Could you set down the listing below exactly and omit its images?

- - - - - - -

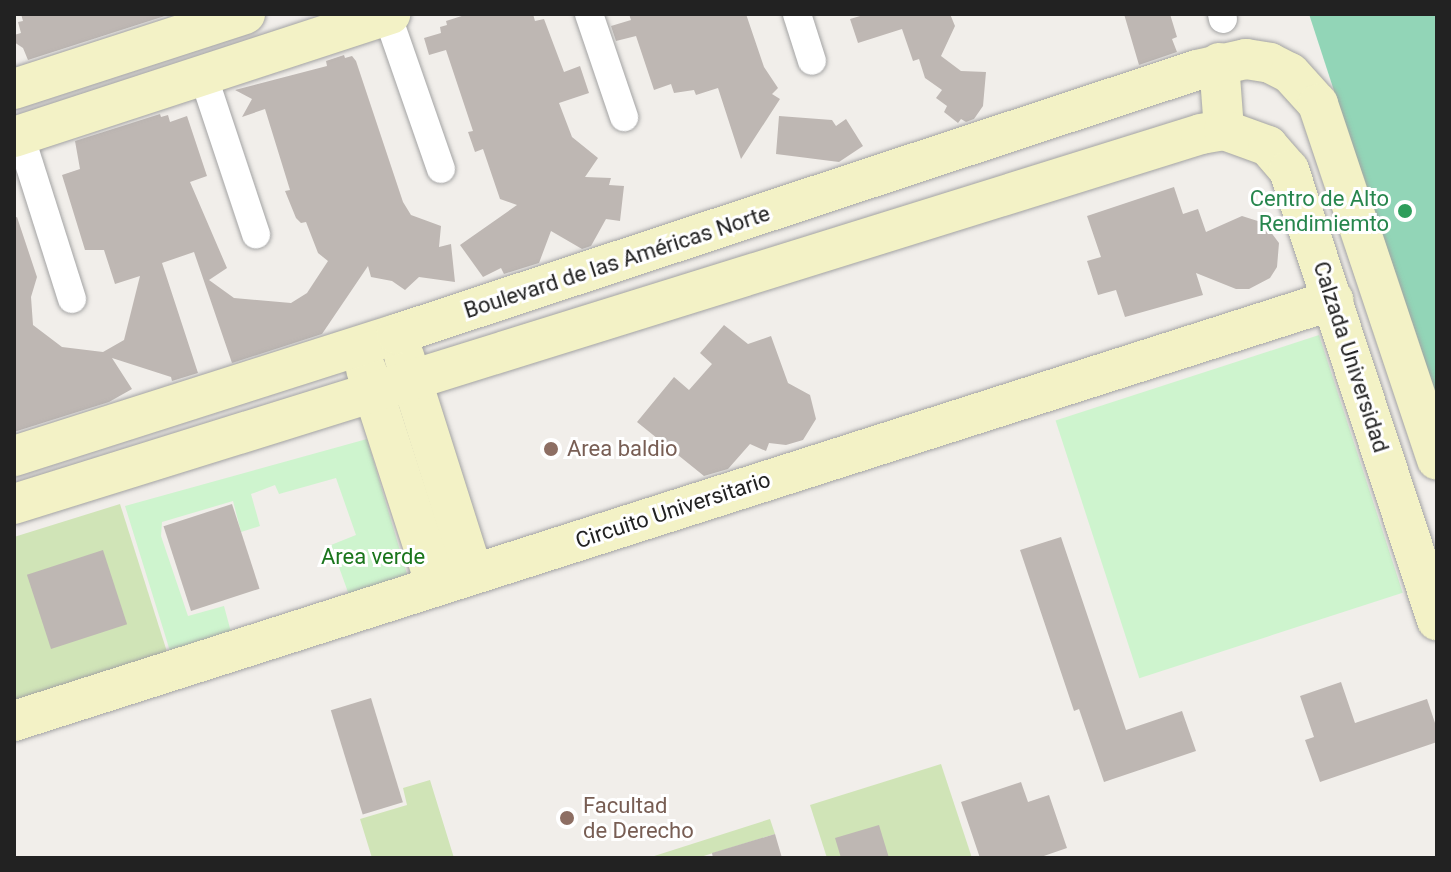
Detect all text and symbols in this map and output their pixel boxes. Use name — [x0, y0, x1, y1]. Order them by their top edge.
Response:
place label: Centro de Alto Rendimiemto — [1250, 185, 1389, 236]
street label: Boulevard de las Américas Norte — [461, 200, 773, 324]
marker: Centro de Alto Rendimiemto — [1396, 202, 1414, 220]
street label: Calzada Universidad — [1308, 258, 1394, 456]
place label: Area baldio — [567, 436, 678, 462]
marker: Area baldio — [542, 440, 560, 458]
street label: Circuito Universitario — [572, 466, 774, 554]
park label: Area verde — [321, 544, 425, 570]
place label: Facultad de Derecho — [583, 792, 694, 844]
marker: Facultad de Derecho — [558, 809, 576, 827]

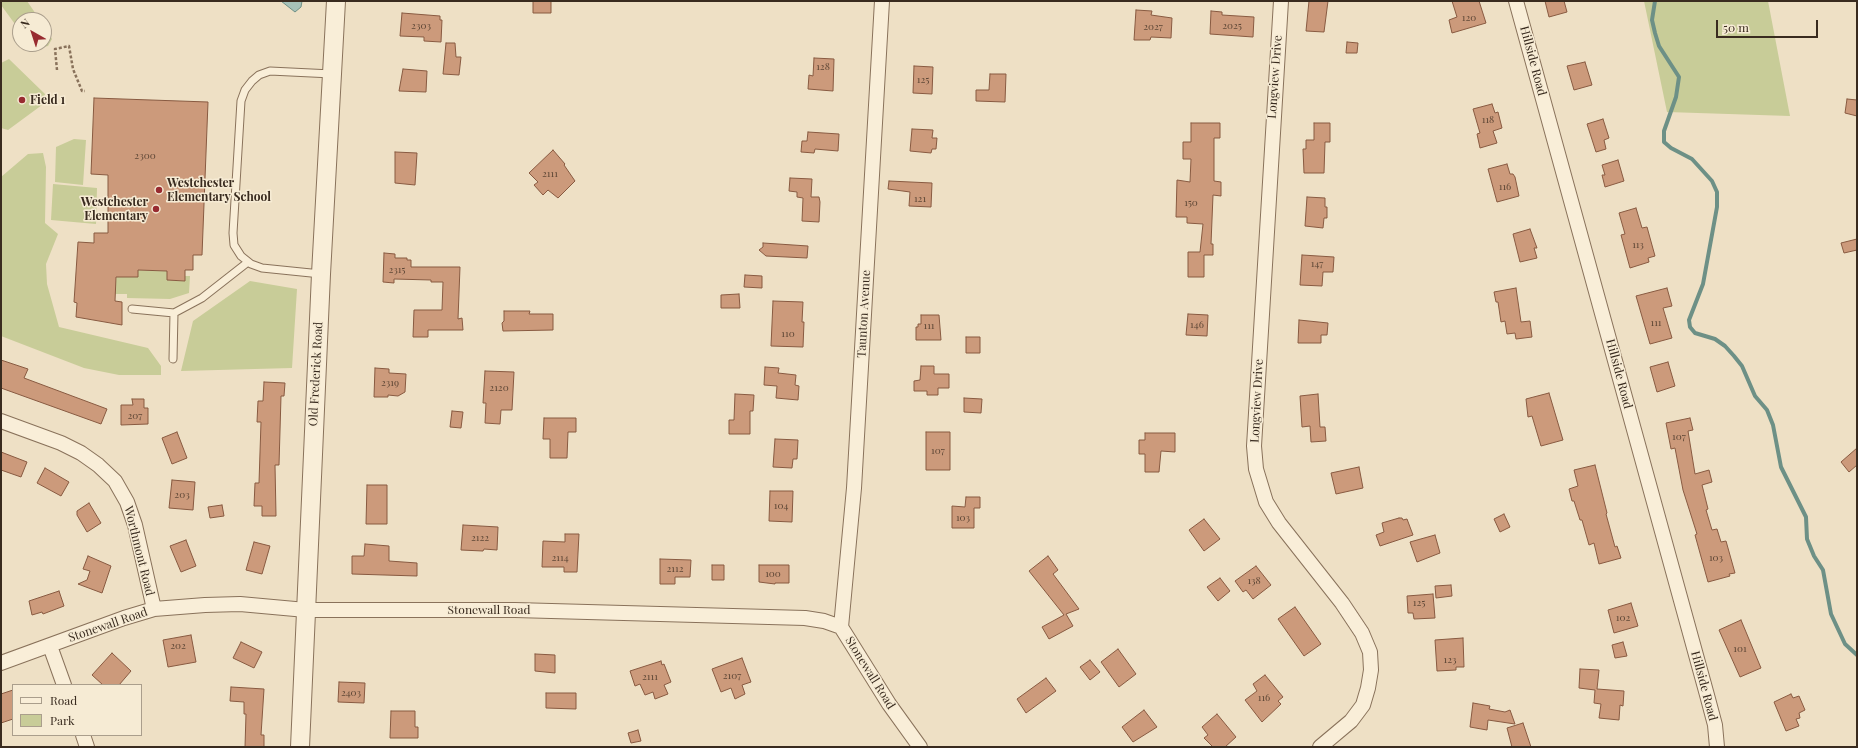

- - - - - - -

* REPLY TO THE EXERCISE *
Detect all text and symbols in this map and output their pixel boxes. Use name — [x0, y0, x1, y1]. Order them by their top edge.
Response:
place label: Centro de Alto Rendimiemto — [1250, 185, 1389, 236]
street label: Boulevard de las Américas Norte — [461, 200, 773, 324]
marker: Centro de Alto Rendimiemto — [1396, 202, 1414, 220]
street label: Calzada Universidad — [1308, 258, 1394, 456]
place label: Area baldio — [567, 436, 678, 462]
marker: Area baldio — [542, 440, 560, 458]
street label: Circuito Universitario — [572, 466, 774, 554]
park label: Area verde — [321, 544, 425, 570]
place label: Facultad de Derecho — [583, 792, 694, 844]
marker: Facultad de Derecho — [558, 809, 576, 827]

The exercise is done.